• Assignment
Your answer must be an exact copy of the lines below, from the first through the one with "function fill(path, color)", with no pictures.

• Data listing
-=-=-=-=-
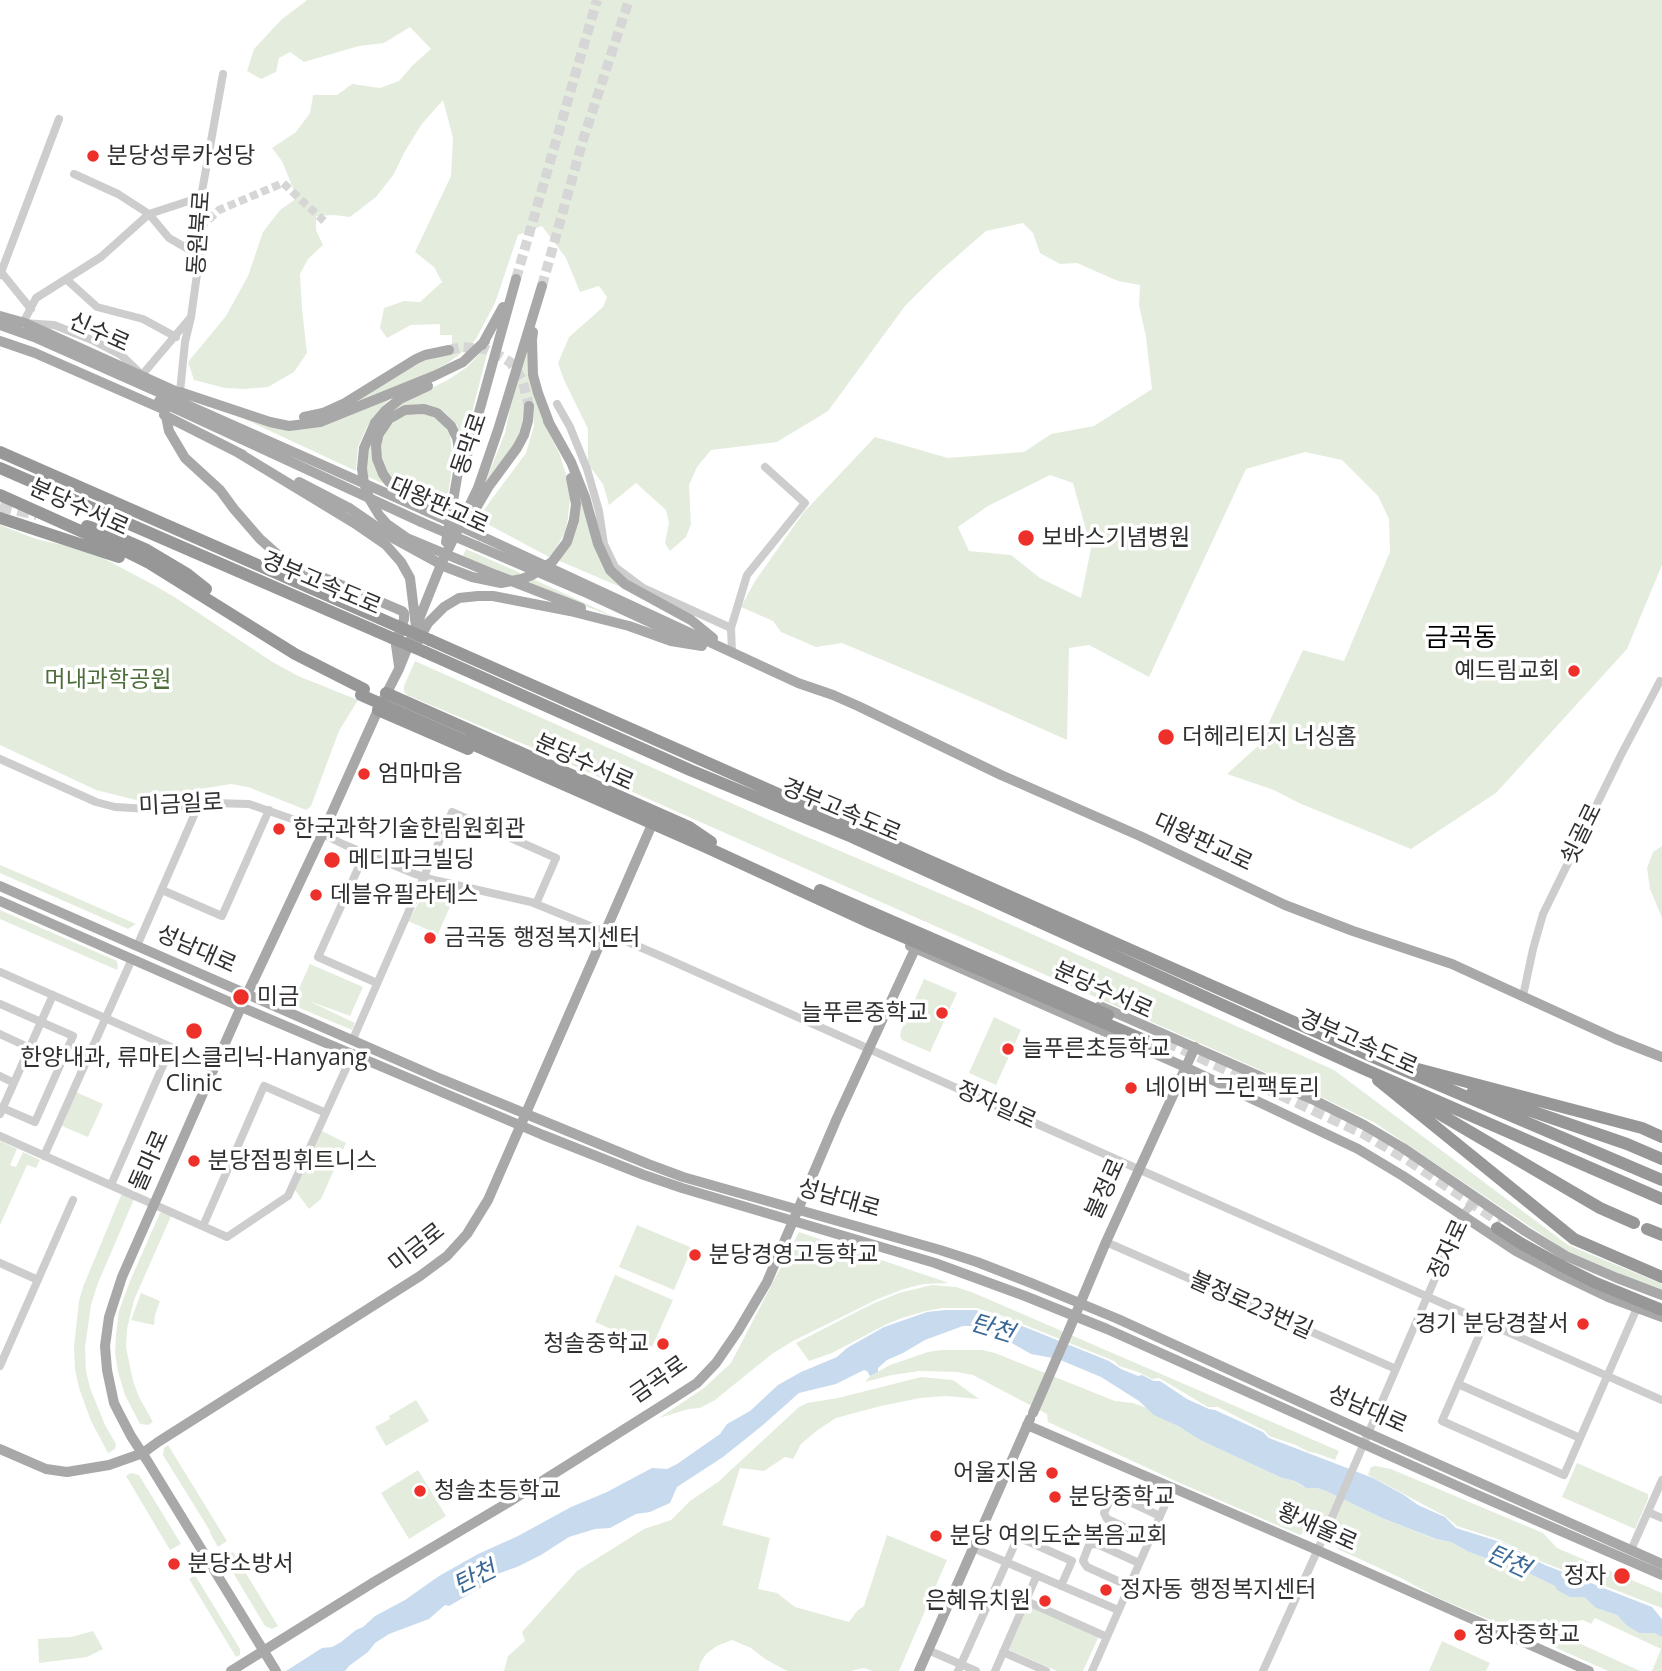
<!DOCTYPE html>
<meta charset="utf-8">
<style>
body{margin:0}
canvas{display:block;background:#fff}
</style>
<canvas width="1662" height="1671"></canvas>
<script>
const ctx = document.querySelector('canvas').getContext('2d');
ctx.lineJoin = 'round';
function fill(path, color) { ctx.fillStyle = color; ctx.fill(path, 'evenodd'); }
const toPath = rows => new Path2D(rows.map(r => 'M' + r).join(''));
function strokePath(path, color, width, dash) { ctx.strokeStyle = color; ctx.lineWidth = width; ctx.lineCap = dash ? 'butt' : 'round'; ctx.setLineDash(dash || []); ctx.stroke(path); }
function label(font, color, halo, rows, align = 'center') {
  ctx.font = font + ' "Open Sans","Noto Sans KR",sans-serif'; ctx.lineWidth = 7; ctx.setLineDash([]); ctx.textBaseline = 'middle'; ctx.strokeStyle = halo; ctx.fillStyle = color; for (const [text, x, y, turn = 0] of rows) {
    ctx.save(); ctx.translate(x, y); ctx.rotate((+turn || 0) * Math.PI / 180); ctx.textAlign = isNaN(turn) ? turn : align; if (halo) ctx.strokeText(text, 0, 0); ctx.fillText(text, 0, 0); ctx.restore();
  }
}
fill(toPath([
 [307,0,1662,0,1662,565,1627,649,1496,793,1411,849,1299,803,1274,790,1227,774,1258,746,1303,650,1344,661,1390,552,1389,519,1378,496,1342,460,1305,452,1246,469,1149,677,1089,645,1069,648,1067,740,966,695,842,643,816,647,781,632,773,621,741,607,755,581,804,512,875,437,948,458,1024,452,1051,434,1094,426,1152,389,1146,337,1139,305,1140,285,1118,281,1077,263,1060,264,1040,253,1033,233,1023,223,986,231,939,272,905,306,828,411,777,442,711,450,697,467,689,485,691,524,686,537,670,551,665,543,669,523,666,510,636,483,609,505,603,484,588,464,588,429,564,380,558,363,569,337,603,307,607,297,599,286,580,292,566,258,542,226,518,235,495,303,476,339,464,351,448,363,426,375,339,411,419,362,452,352,452,335,440,335,440,324,411,325,387,338,380,328,384,308,404,301,420,302,442,282,434,267,415,252,451,176,453,138,443,100,421,125,404,153,394,174,376,197,350,217,334,215,316,216,316,230,323,245,308,259,300,274,302,309,307,353,294,372,268,387,244,389,225,388,194,380,188,362,226,316,248,276,263,232,280,210,297,198,282,161,272,148,296,132,310,113,313,95,337,95,352,84,380,88,399,81,412,66,431,49,410,27,384,43,359,46,304,62,290,52,279,58,276,72,261,79,247,71,254,49,281,20],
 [1050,475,1073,483,1091,548,1081,598,1040,578,1011,555,969,551,958,527,988,506],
 [490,342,464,444,457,425,444,412,406,406,376,434,389,486,366,476,370,439,378,425,402,402,446,381,467,367],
 [528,346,544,422,560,455,567,478,570,498,568,518,565,532,555,550,549,557,478,519,491,500,526,453,534,426,533,408,522,435,481,493,505,433,512,398],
 [391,398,378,411,367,427,358,447,356,471,240,417,290,429],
 [428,414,442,422,450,435,453,461,448,495,443,506,401,486,385,470,380,456,380,444,384,437,388,427,396,420,406,415],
 [577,483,628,590,557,560,566,550],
 [0,525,36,539,67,546,101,557,152,584,176,598,271,661,298,676,358,700,339,731,311,806,306,810,248,787,231,784,194,790,169,796,136,800,96,790,0,745],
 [466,549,516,571,621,620,462,558],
 [415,661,798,833,974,908,1334,1070,1568,1245,1662,1284,1662,1292,1565,1250,1375,1123,1319,1096,540,751,407,695,404,692,404,686],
 [1662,846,1662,918,1650,889,1647,868,1653,852],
 [0,865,40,882,136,924,128,929,0,873],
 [432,880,459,886,438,934,408,921],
 [0,910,117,961,118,967,117,970,0,919],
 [310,964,363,987,350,1016,309,1001,355,1023,352,1030,264,993,269,983,296,995],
 [924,979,957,993,930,1052,902,1040,900,1036,901,1031],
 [994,1017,1021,1030,996,1085,969,1073],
 [76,1092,103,1104,88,1137,62,1126],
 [322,1131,346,1143,321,1199,309,1209,295,1190],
 [0,1141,17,1149,10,1165,16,1167,23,1152,40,1160,36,1168,27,1165,0,1225],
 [122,1193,134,1199,98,1283,91,1305,85,1348,86,1371,90,1388,105,1425,116,1444,115,1449,108,1453,91,1421,79,1388,75,1369,74,1347,79,1301,83,1287],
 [168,1211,172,1214,134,1300,127,1329,126,1347,133,1381,139,1397,153,1422,148,1425,140,1424,125,1395,118,1372,115,1353,116,1334,119,1311,130,1281,160,1213],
 [637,1225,690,1247,691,1250,674,1290,619,1267],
 [799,1232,949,1283,923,1284,904,1289,878,1299,793,1341,772,1354,715,1400,700,1408,689,1409,659,1418,704,1388,731,1363],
 [615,1275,673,1300,652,1347,595,1322],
 [932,1285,956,1287,974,1293,1339,1451,1335,1460,1316,1453,1309,1452,1296,1445,1269,1436,1265,1431,1218,1407,1208,1407,1159,1378,1152,1379,1138,1372,1119,1366,1114,1361,1000,1315,976,1308,943,1308,926,1311,902,1318,885,1325,832,1353,809,1361,796,1343,872,1304,899,1293],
 [141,1293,160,1301,155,1315,154,1325,131,1320],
 [941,1350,982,1350,995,1353,1115,1401,1133,1403,1147,1408,1154,1414,1178,1426,1200,1440,1282,1478,1295,1481,1303,1487,1317,1488,1326,1491,1382,1518,1435,1539,1451,1542,1469,1552,1530,1574,1555,1586,1557,1590,1584,1597,1596,1608,1617,1615,1627,1626,1639,1633,1654,1633,1662,1637,1662,1671,1652,1671,1661,1649,1595,1618,1591,1624,1583,1620,1575,1621,1563,1628,1559,1634,1640,1671,1608,1671,1552,1646,1549,1643,1551,1637,1539,1631,1535,1639,1436,1597,1401,1578,1338,1549,1335,1542,1309,1530,1300,1535,1180,1483,1048,1422,1047,1414,973,1375,957,1372,919,1371,892,1375,865,1382,870,1376,890,1365,928,1352],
 [921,1377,953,1380,979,1399,945,1396,920,1398,881,1406,836,1418,819,1429,801,1444,793,1459,785,1457,764,1471,740,1468,722,1525,770,1538,758,1589,777,1593,795,1607,849,1622,857,1611,864,1606,887,1535,947,1560,899,1671,872,1671,864,1668,851,1671,787,1671,765,1659,751,1648,732,1640,717,1646,706,1654,700,1664,699,1671,504,1671,508,1656,525,1641,522,1632,577,1571,644,1529,671,1520,690,1501,718,1482,799,1407,807,1403,838,1398],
 [416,1400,429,1421,386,1446,375,1427,390,1419,389,1416],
 [168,1445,227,1541,218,1547,210,1533,210,1531,163,1455,164,1448],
 [1577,1463,1648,1494,1648,1499,1635,1529,1562,1497],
 [1376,1466,1391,1469,1543,1533,1557,1548,1662,1593,1662,1608,1542,1562,1500,1540,1457,1526,1445,1516,1368,1475,1371,1467],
 [418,1470,446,1516,409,1539,381,1493],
 [131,1473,139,1475,181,1544,170,1550,126,1476],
 [233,1552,278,1626,272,1629,265,1626,232,1571,232,1567,226,1556],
 [195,1575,240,1649,240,1655,236,1657,189,1579],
 [1031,1606,1097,1635,1098,1638,1083,1671,1057,1671,1005,1648,1026,1607],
 [93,1631,103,1649,87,1657,39,1663,38,1639,71,1637],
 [1442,1641,1490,1663,1486,1671,1429,1671]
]), '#e4eddd');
fill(toPath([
 [945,1310,976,1310,1000,1317,1109,1361,1121,1369,1138,1376,1142,1375,1154,1381,1160,1381,1187,1399,1209,1409,1215,1410,1263,1432,1269,1438,1373,1478,1404,1495,1418,1505,1445,1517,1456,1528,1504,1543,1545,1565,1652,1607,1662,1619,1662,1637,1654,1633,1639,1633,1627,1626,1617,1615,1596,1608,1584,1597,1570,1597,1557,1590,1555,1586,1530,1574,1469,1552,1451,1542,1436,1539,1382,1518,1326,1491,1317,1488,1306,1488,1295,1481,1282,1478,1200,1440,1178,1426,1154,1415,1139,1401,1101,1377,1058,1359,1031,1354,1003,1338,985,1330,973,1326,963,1326,925,1340,903,1353,887,1360,878,1368,878,1372,870,1376,867,1371,864,1370,836,1384,799,1393,763,1425,723,1457,677,1487,670,1503,650,1512,636,1514,610,1528,595,1529,569,1537,541,1555,517,1567,500,1573,480,1588,449,1606,445,1605,429,1619,389,1634,375,1643,368,1652,349,1666,345,1671,286,1671,322,1648,332,1647,341,1642,356,1630,363,1627,375,1616,405,1600,439,1576,478,1554,518,1536,571,1507,607,1492,652,1468,667,1469,677,1464,720,1434,727,1424,750,1411,778,1385,801,1372,837,1357,847,1348,884,1327,927,1312]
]), '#c8dbee');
strokePath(toPath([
 [200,228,219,210,283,183,324,221]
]), '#d6d6d6', 8, [8, 4]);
strokePath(toPath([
 [516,279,597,0],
 [542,286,583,140,629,0],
 [449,350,461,347,485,349,500,356,510,362,522,379,529,406]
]), '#d6d6d6', 10, [10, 5]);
strokePath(toPath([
 [0,506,37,514],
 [1166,1041,1364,1133,1408,1159,1501,1222]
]), '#d6d6d6', 12, [12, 6]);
strokePath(toPath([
 [74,174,118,194,149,214,169,238,195,253,200,253],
 [1,272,31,309],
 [0,275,59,119],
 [66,279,97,307,143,319,176,337],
 [191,317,142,375,121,355,92,340,54,325,23,323,36,298,101,257,149,214,201,197],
 [180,392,185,342,191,317,200,253,201,197,223,74],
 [557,404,570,427,587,469,599,511,604,544,615,567,643,588,731,628],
 [732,653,731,628,747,575,805,503,765,467],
 [0,759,96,802,115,807,149,809,211,803,249,804,292,819,345,845,415,874,434,880,531,902,605,932,672,961,1138,1169,1662,1400],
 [365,853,318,957,377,983],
 [162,890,222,916,269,810],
 [137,946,199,804],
 [0,972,171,1047,111,1185],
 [1523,996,1533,949,1543,914,1621,755,1649,702,1660,681,1662,682],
 [0,1004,73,1036,35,1122,0,1107],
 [0,1034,30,1048],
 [353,1039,452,812,556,858,536,904],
 [0,1076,14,1083],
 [0,1114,53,995],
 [0,1136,227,1237,288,1196,353,1053],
 [44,1156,132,959],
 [203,1226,264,1086,326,1113],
 [1106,1242,1396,1369],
 [0,1263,38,1280],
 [1485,1322,1442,1421,1564,1475,1637,1308],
 [0,1366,73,1200],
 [1458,1384,1580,1438],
 [1358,1457,1462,1216,1476,1199],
 [1648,1512,1662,1518],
 [1150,1539,1107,1519,1104,1513,1111,1498,1117,1496,1160,1516],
 [973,1548,1118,1610],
 [1631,1550,1662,1480],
 [1129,1586,1087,1567,1083,1561,1089,1545,1097,1544,1139,1563],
 [1026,1601,1107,1637],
 [928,1650,976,1671],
 [1003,1652,1046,1671],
 [958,1671,1018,1537,1072,1561,1061,1586],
 [995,1671,1037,1575],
 [1092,1671,1172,1489],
 [1263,1671,1323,1538]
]), '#cdcdcd', 8);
strokePath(toPath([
 [0,316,25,323,184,395],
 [0,325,34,337,424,510],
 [533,332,532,340,533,375,538,393,550,425],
 [0,341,35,353,165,410],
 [482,345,503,307],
 [180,392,270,422,289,426,320,422,434,376,463,362,485,341],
 [159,401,421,522],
 [164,415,243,455],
 [166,416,169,431,185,458,220,490,234,509,260,539,278,555,292,564,402,611,404,613,404,619,396,645,399,666],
 [304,417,323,413,345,403,416,359,425,355,449,350],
 [548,421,571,462,585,497,598,544,610,570,625,584,691,620,713,638],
 [375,423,385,411,400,399,428,386],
 [237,452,354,523,386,545,401,562,410,578,416,627],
 [464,466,516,279],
 [571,478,576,504,574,520],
 [299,482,349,508],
 [429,505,398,489,389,482,383,474,377,459,376,445,379,434,389,419,405,410,424,409,437,413,451,426,457,438,460,456,458,472,446,542],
 [469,520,489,486,517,448,524,435,528,421,529,406],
 [481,536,798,683,833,695,858,706,1001,775,1140,836,1285,905,1353,931,1452,964,1616,1039,1662,1057],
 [477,546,589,594,686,639],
 [496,575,581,608],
 [417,643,428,623,444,607,459,598,478,596,493,596,570,611,629,626,671,641,702,646],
 [0,886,441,1079,648,1164,683,1177,940,1250,977,1262,1031,1283,1118,1319,1368,1433,1662,1564],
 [0,901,241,1007,543,1135,644,1175,682,1188,935,1263,1025,1296,1107,1329,1473,1493,1662,1575],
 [910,946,1185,1067,1358,1149,1403,1176,1516,1251,1560,1274,1608,1297,1662,1317],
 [1100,1006,1316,1101,1364,1125,1403,1148,1525,1231,1566,1256,1617,1278,1662,1295],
 [1069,1330,1106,1242,1195,1047],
 [1027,1425,1317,1550,1589,1671],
 [0,1449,46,1469,67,1472,109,1465,143,1453,158,1442,420,1276,447,1256,467,1234,488,1200,650,829],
 [231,1671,374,1582,509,1502,666,1403,697,1383,716,1363,738,1331,767,1282,837,1118,915,949],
 [276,1671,148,1462,131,1436,119,1413,114,1403,107,1370,105,1346,109,1317,122,1277,241,1007,322,835,378,710,399,669,442,562,478,488,498,430,542,286],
 [919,1671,1030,1419]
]), '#a8a8a8', 10);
strokePath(toPath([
 [0,452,397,626],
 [0,468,392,638],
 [0,495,123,550,149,563,295,654,364,689],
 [0,518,119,557],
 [87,526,115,536,145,549,187,574,206,589],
 [430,640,1373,1057,1662,1180],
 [425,652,690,770,852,837,1364,1069,1662,1199],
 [386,693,689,827,711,842],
 [378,710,468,749],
 [465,741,708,848,871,923,1163,1048],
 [820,890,1108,1015],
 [1414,1068,1642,1128,1662,1137],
 [1378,1080,1574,1239,1662,1277],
 [1473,1091,1627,1144,1662,1159],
 [1409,1096,1600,1208,1634,1223],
 [1497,1228,1522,1244,1564,1267,1596,1283,1662,1310],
 [1647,1229,1662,1235]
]), '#979797', 12);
strokePath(toPath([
 [1323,1538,1358,1457]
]), '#cdcdcd', 8);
strokePath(toPath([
 [375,423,364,448,362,469,364,483,370,500,379,515,387,524,407,538,496,575],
 [349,508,393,538,446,567,472,577,501,583,522,579,532,575,552,562,567,542,574,520],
 [424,510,481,536],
 [421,522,477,546],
 [1033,1413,1069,1330]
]), '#a8a8a8', 10);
strokePath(toPath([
 [397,626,430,640],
 [392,638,425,652],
 [361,695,465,741]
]), '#979797', 12);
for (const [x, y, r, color] of [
 [93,156,7,"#ee302a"],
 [1026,538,9,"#ee302a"],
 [1574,671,7,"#ee302a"],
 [1166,737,9,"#ee302a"],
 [364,774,7,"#ee302a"],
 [279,829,7,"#ee302a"],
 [332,860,9,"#ee302a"],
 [316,895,7,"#ee302a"],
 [430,938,7,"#ee302a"],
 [241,997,9,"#ee302a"],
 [942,1013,7,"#ee302a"],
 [194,1031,9,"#ee302a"],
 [1008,1049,7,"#ee302a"],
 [1131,1088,7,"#ee302a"],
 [194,1161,7,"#ee302a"],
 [695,1255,7,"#ee302a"],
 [1583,1324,7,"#ee302a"],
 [663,1344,7,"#ee302a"],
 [1052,1473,7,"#ee302a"],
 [420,1491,7,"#ee302a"],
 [1055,1497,7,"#ee302a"],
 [936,1536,7,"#ee302a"],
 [174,1564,7,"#ee302a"],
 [1622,1576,9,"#ee302a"],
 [1106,1590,7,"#ee302a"],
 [1045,1601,7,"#ee302a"],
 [1460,1635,7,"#ee302a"]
]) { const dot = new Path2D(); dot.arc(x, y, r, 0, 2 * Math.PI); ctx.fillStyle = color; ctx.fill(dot); strokePath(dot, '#fff', 2.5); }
label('23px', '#303030', '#fff', [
 ["분당성루카성당",107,156],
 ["보바스기념병원",1042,538],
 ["예드림교회",1560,671,"right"],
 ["더헤리티지 너싱홈",1182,737],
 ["엄마마음",378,774],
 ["한국과학기술한림원회관",293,829],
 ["메디파크빌딩",348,860],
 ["데블유필라테스",330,895],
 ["금곡동 행정복지센터",444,938],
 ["미금",257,997],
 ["늘푸른중학교",928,1013,"right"],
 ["늘푸른초등학교",1022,1049],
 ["한양내과, 류마티스클리닉-Hanyang",194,1058,"center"],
 ["Clinic",194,1084,"center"],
 ["네이버 그린팩토리",1145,1088],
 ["분당점핑휘트니스",208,1161],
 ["분당경영고등학교",709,1255],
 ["경기 분당경찰서",1569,1324,"right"],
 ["청솔중학교",649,1344,"right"],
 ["어울지움",1038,1473,"right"],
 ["청솔초등학교",434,1491],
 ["분당중학교",1069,1497],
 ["분당 여의도순복음교회",950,1536],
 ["분당소방서",188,1564],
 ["정자",1606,1576,"right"],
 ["정자동 행정복지센터",1120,1590],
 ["은혜유치원",1031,1601,"right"],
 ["정자중학교",1474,1635]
], 'left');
label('23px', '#303030', '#fff', [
 ["동원북로",200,233,-86],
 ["신수로",99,333,24],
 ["동막로",470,444,-71],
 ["대왕판교로",439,506,24],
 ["분당수서로",79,508,24],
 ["경부고속도로",321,584,23],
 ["분당수서로",584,763,24],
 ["미금일로",181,805,-3],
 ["경부고속도로",841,811,23],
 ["쇳골로",1582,834,-64],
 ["대왕판교로",1203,843,25],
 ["성남대로",196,950,24],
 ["분당수서로",1103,991,24],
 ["경부고속도로",1358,1043,24],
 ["정자일로",996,1106,24],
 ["돌마로",150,1161,-66],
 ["불정로",1106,1189,-66],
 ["성남대로",839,1199,16],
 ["미금로",417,1248,-38],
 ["정자로",1449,1250,-65],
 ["불정로23번길",1251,1306,24],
 ["금곡로",659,1380,-35],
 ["성남대로",1367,1410,24],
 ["황새울로",1317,1528,24]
]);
label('23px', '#4d6e3a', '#fff', [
 ["머내과학공원",108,680]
]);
label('italic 24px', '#396896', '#fff', [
 ["탄천",992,1329,17],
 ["탄천",1508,1562,25],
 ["탄천",475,1578,-26]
]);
label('26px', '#000', '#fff', [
 ["금곡동",1461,639]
]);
</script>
-=-=-=-=-
• Exercise output
<!DOCTYPE html>
<meta charset="utf-8">
<style>
body{margin:0}
canvas{display:block;background:#fff}
</style>
<canvas width="1662" height="1671"></canvas>
<script>
const ctx = document.querySelector('canvas').getContext('2d');
ctx.lineJoin = 'round';
function fill(path, color) { ctx.fillStyle = color; ctx.fill(path, 'evenodd'); }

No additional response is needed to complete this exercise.